* Given records:
=-=-=
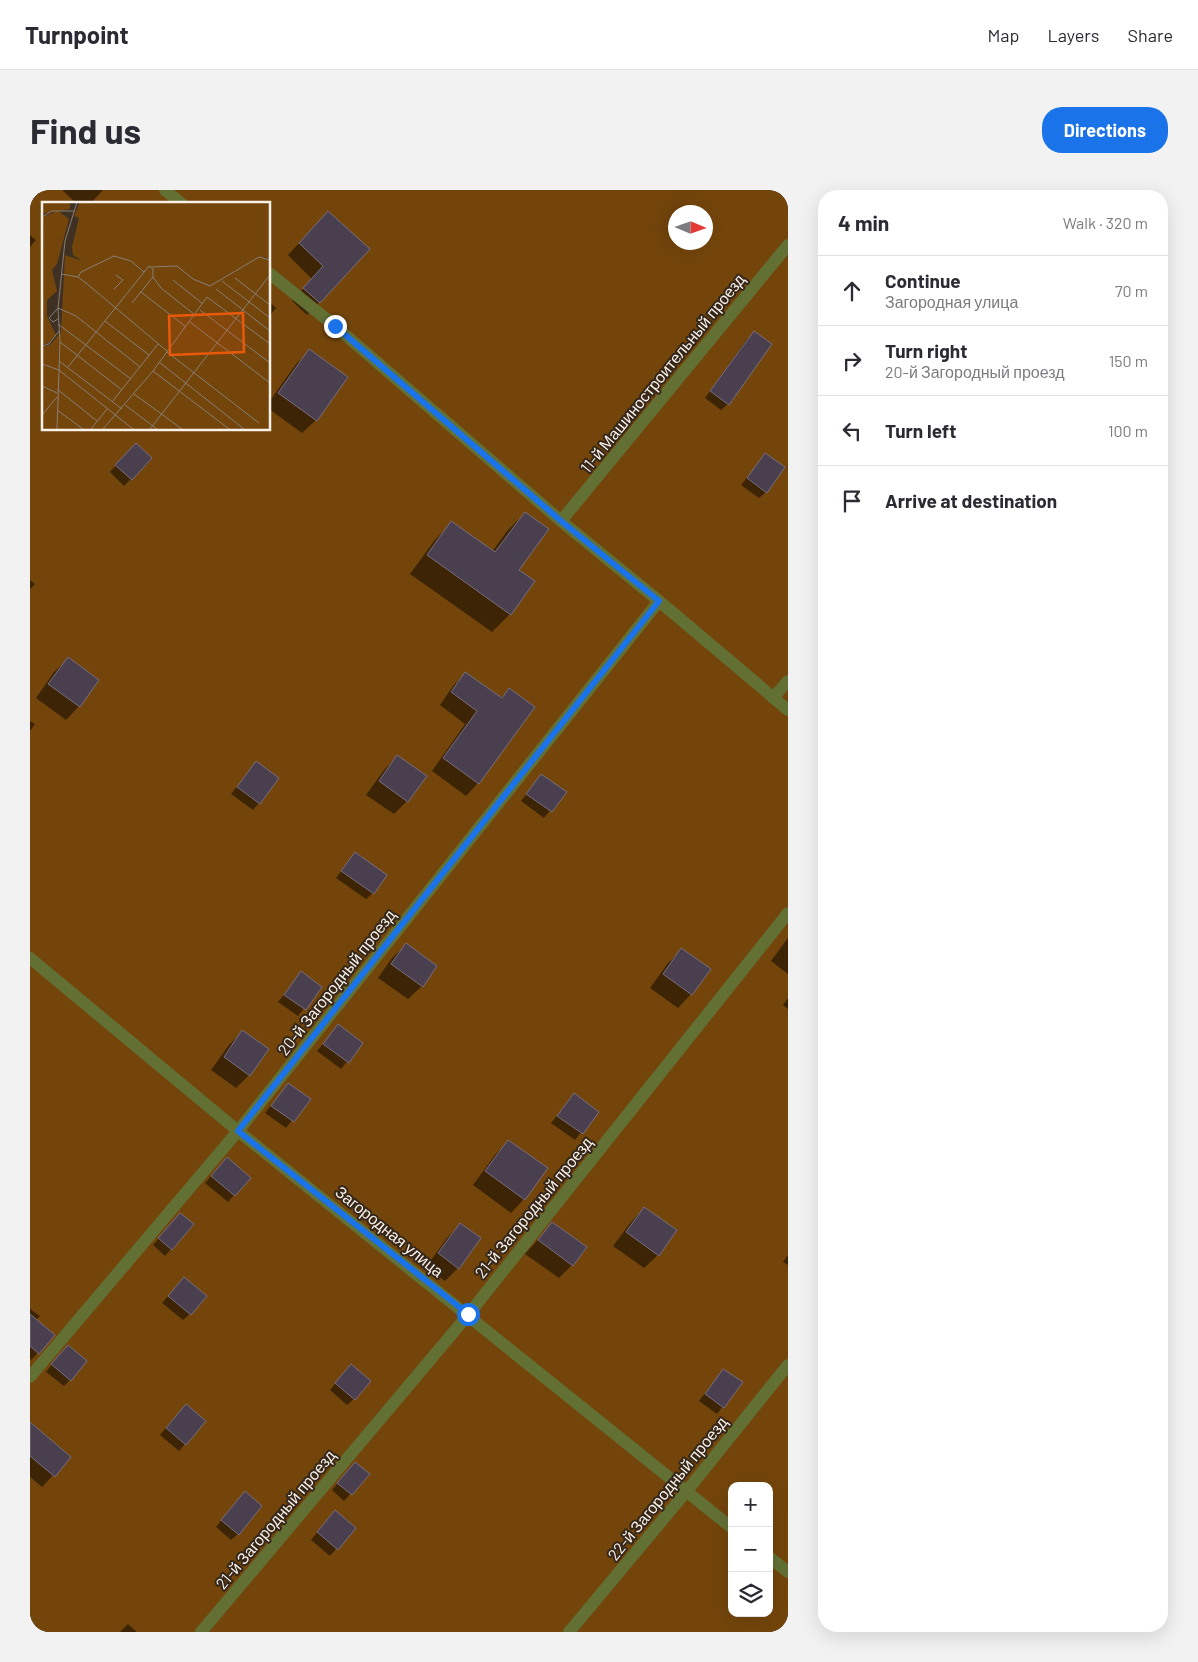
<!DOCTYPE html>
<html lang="en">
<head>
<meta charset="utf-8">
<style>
	body { margin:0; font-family:Barlow,sans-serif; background:#f2f2f3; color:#2b2b33 }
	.controls { position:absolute; right:15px; bottom:15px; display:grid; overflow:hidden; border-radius:10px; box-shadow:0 5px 20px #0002 }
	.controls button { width:45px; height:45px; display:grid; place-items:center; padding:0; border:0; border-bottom:1px solid #e1e1e2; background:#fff; color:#2b2b33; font:25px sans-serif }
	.compass { position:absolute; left:638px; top:15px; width:45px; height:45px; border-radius:50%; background:#fff; box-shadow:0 5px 20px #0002; rotate:92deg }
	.stop { position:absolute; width:15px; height:15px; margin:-11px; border:4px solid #1a73e8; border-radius:50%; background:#fff }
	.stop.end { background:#1a73e8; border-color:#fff; box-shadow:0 1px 5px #0008 }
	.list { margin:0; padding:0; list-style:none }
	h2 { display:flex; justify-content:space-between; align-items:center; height:65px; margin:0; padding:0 20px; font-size:21px }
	h2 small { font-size:16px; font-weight:400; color:#7c7c81 }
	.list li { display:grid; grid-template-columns:32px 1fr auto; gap:15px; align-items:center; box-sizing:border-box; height:70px; padding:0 20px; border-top:1px solid #e1e1e2 }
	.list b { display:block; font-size:19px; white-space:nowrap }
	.list p { margin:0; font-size:16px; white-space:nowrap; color:#7c7c81 }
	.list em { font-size:16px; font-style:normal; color:#7c7c81 }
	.icon { flex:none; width:28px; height:28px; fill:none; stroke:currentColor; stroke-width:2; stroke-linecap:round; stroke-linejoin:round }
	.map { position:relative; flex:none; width:758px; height:1442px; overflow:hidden; border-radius:20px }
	header { display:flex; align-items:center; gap:30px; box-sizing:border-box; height:70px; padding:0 25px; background:#fff; border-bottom:1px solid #e1e1e2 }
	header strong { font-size:24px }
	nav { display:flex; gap:28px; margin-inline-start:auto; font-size:18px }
	.intro { display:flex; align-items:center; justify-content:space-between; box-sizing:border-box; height:120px; padding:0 30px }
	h1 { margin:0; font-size:35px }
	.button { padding:12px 22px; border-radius:20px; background:#1a73e8; color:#fff; font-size:18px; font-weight:700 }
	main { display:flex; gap:30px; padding:0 30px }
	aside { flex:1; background:#fff; border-radius:20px; box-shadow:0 5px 20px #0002 }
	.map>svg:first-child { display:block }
	.green { fill:#73450b; fill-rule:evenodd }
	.shadow { fill:#0007 }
	.building { fill:#493f4f; stroke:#796e7f }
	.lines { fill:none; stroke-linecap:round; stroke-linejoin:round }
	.lane { stroke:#637034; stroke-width:12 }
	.street { stroke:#637034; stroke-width:12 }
	.route { stroke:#1a73e8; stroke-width:6 }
	.labels { text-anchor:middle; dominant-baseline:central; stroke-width:4; stroke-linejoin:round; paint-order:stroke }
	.street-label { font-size:16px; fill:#faf1e9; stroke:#34271a }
	.inset-road { fill:none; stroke:#897e73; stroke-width:1 }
	.view { fill:#e8590c; fill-opacity:0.15; stroke:#e8590c; stroke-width:2.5 }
	.inset-edge { fill:none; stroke:#faf1e9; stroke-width:2.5 }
</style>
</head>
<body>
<header>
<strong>Turnpoint</strong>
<nav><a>Map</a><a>Layers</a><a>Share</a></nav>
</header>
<div class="intro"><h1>Find us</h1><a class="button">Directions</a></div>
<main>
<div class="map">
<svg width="758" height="1442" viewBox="0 0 758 1442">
	<rect width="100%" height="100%" fill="#3e3124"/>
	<path class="green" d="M0,0h758v1442h-758zM14,14h225v225h-225zM646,22h30v30h-30zM702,1296h37v127h-37z"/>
	<path class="shadow" d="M32,0h41l-13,14h-13z
		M286,35l52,25 -61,65 -15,-14 20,-22 -24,-24z
		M0,45l6,5 -6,7z
		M239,111l7,7 -7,9z
		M724,143l-26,71 -7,6 -16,-12 42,-59z
		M279,161l7,69 -14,13 -33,-24v-7l27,-38z
		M99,261l22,7 -27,28 -14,-14z
		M735,265l1,37 -7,6 -18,-13z
		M495,323l-8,57 16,11 -23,33 -18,18 -82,-58 24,-33 17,-18 41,29 15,-21z
		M0,390l5,4 -5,5z
		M38,469l11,47 -13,14 -30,-22 18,-26z
		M435,483l35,25 9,-8 -31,93 -12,13 -34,-25 33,-47 -25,-19 13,-19z
		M0,531l5,3 -5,7z
		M368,566l9,45 -13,13 -28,-19 18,-25z
		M226,573l3,40 -6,7 -22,-16z
		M511,585l24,17 -21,26 -23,-17z
		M325,663l18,40 -7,6 -30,-21z
		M758,748v36l-17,-13z
		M376,755l16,41 -14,13 -30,-21 14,-20z
		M652,760l9,44 -13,14 -28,-20 18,-25z
		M271,783l20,14 -23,29 -20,-14z
		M758,808v11l-5,-4z
		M308,836l24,17 -21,26 -24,-18z
		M212,842l7,43 -13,13 -25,-18 18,-25z
		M258,894l21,15 -23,29 -21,-15z
		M544,905l23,17 -22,28 -24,-17z
		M478,951l16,58 -13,14 -38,-28 22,-30z
		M190,975l14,30 -6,7 -23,-19z
		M614,1018l14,47 -14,13 -31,-22 18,-24z
		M143,1031l-2,28 -6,7 -12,-11z
		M430,1034l-2,44 -13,13 -19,-14 21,-29z
		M522,1034l20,41 -13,13 -34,-24z
		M758,1065v10l-5,-3z
		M148,1095l12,29 -7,6 -21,-17z
		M0,1119l10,7 -4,4 2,33 -7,7 -1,-2z
		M31,1163l9,27 -6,6 -18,-14z
		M693,1180l18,13 -24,31 -18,-13z
		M314,1183l10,26 -7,6 -17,-15z
		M149,1222l6,32 -6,7 -19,-16z
		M0,1232l40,35 -28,30 -12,-10z
		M319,1280l19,4 -24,27 -12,-11z
		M208,1310v34l-7,6 -15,-13z
		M299,1328l25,10 -24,28 -19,-16z
		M98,1434l9,8h-17z"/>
	<path class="building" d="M298,21l42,38 -50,54 -17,-15 20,-22 -24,-23z
		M724,141l18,13 -43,61 -19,-14z
		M279,159l39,28 -31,44 -39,-28z
		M106,253l16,15 -20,22 -17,-15z
		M735,263l20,14 -18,26 -20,-15z
		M495,322l24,17 -30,41 16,11 -24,34 -84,-60 24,-34 44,31z
		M38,467l31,23 -19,27 -32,-23z
		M435,482l37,26 7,-10 26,19 -56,77 -36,-26 34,-47 -26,-19z
		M367,565l30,21 -19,26 -29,-21z
		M226,571l23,17 -19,26 -23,-17z
		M511,584l26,18 -15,20 -26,-18z
		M325,662l32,23 -13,19 -33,-23z
		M376,753l31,23 -14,21 -32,-23z
		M651,758l30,21 -19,26 -29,-21z
		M271,781l21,16 -16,23 -22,-15z
		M308,834l25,19 -14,20 -26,-19z
		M212,840l27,19 -19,27 -26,-19z
		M258,893l23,16 -17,23 -23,-16z
		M544,903l25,19 -16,22 -26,-18z
		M478,950l40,28 -23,32 -40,-29z
		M197,967l24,21 -16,18 -24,-20z
		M614,1017l33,23 -18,26 -33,-24z
		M150,1023l14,11 -22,26 -14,-12z
		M522,1032l35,25 -14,19 -35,-26z
		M430,1033l21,15 -22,31 -21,-16z
		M154,1087l23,19 -16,19 -23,-19z
		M0,1124l25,21 -16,19 -9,-8z
		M38,1155l19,16 -16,20 -20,-17z
		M321,1174l20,17 -16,19 -20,-17z
		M693,1179l20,13 -19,26 -19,-14z
		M156,1214l20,17 -20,24 -20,-17z
		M0,1232l41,35 -16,20 -25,-21z
		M325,1272l15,12 -18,21 -15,-12z
		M215,1301l17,15 -23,29 -18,-15z
		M305,1320l21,18 -18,22 -21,-18z"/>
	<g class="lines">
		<path class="lane" d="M531,331l227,-276
			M743,508l15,-17
			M0,1187l208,-246 421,-530
			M171,1442l267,-317 320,-402
			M539,1442l117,-140 102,-127"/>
		<path class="street" d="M135,0l17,14
			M239,83l66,53 226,195 98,80 129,109
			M0,768l208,173 494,397
			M739,1367l19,15"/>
	</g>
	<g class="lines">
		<path class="route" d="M305,136l226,195 98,80 -421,530 230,183"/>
	</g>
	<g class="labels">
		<g class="street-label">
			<text transform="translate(632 183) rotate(-51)">11-й Машиностроительный проезд</text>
			<text transform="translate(306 792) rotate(-52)">20-й Загородный проезд</text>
			<text transform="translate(503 1017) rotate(-51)">21-й Загородный проезд</text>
			<text transform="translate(360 1041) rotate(39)">Загородная улица</text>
			<text transform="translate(637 1298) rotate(-51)">22-й Загородный проезд</text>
			<text transform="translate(245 1329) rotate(-50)">21-й Загородный проезд</text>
		</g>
	</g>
	<g transform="translate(12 12)">
		<rect width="228" height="228" fill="#3e3124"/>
		<path d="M0,0h28v7l-28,5zM38,0h189v57l-7,-3 8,5 -1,168h-227v-82l8,-2 11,-13 4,-77 17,6 -9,-6 -1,-8 7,-29 -5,-2zM16,9l11,8 -12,45 -5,6 5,21 -10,9v16l9,19 -7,8 -7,2v-128z" fill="#73450b"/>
		<path class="inset-road" d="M0,15l10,-6h22M109,65l26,-1 16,13 17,7 49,-29 11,3M19,72l17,3 8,6 81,68M36,75l3,-5 33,-16 17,5 13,11M111,75l8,11 34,27M193,76l35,27M131,78l30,24M180,79l48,37M72,87l9,-9 -7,-5M174,87l54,42M99,90l45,35M16,106l18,8 64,51M16,106l-9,10 4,4 5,-3M158,108l70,53M63,119l44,34M148,120l80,61M16,122l73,55M18,140l62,48M0,144l7,-2 10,-13M125,150l92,71M17,159l63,48M117,160l85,67M0,162l17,6 74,59M26,165l81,-101 4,3v8l-21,26M111,169l76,58M0,184l15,7M15,187l40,32M92,192l48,35M70,200l46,-58M83,203l32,24M15,208l26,19M0,213l15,-18M15,227l3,-87 -2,-34 7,-67 12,-39M49,227l16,-20M61,227l50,-58 54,-74 63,47M108,227l120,-154"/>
		<path class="view" d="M201,111l1,39 -74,3 -1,-39z"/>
		<rect width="228" height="228" class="inset-edge"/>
	</g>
</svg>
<div class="controls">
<button>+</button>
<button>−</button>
<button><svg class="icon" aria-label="layers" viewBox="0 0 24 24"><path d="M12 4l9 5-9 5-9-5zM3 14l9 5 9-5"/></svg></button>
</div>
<svg class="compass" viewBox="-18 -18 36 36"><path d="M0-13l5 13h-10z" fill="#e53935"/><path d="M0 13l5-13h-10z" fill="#7c7c81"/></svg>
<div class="stop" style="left:438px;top:1124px"></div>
<div class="stop end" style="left:305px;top:136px"></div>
</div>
<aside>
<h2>4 min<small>Walk · 320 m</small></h2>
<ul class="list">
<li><svg class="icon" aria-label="ahead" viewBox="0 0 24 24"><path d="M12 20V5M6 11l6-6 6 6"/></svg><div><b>Continue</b><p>Загородная улица</p></div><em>70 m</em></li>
<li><svg class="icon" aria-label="right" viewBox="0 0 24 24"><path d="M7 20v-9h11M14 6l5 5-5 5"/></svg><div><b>Turn right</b><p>20-й Загородный проезд</p></div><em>150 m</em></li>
<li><svg class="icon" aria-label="left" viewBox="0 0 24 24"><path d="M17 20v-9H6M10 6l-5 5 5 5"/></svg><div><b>Turn left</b></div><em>100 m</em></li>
<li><svg class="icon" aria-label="arrive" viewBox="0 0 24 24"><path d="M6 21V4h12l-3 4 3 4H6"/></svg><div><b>Arrive at destination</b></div></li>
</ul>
</aside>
</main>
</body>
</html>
=-=-=
* Assignment: Take every line from the listing above that includes the word "nowrap" and copy it.

* Response:
	.list b { display:block; font-size:19px; white-space:nowrap }
	.list p { margin:0; font-size:16px; white-space:nowrap; color:#7c7c81 }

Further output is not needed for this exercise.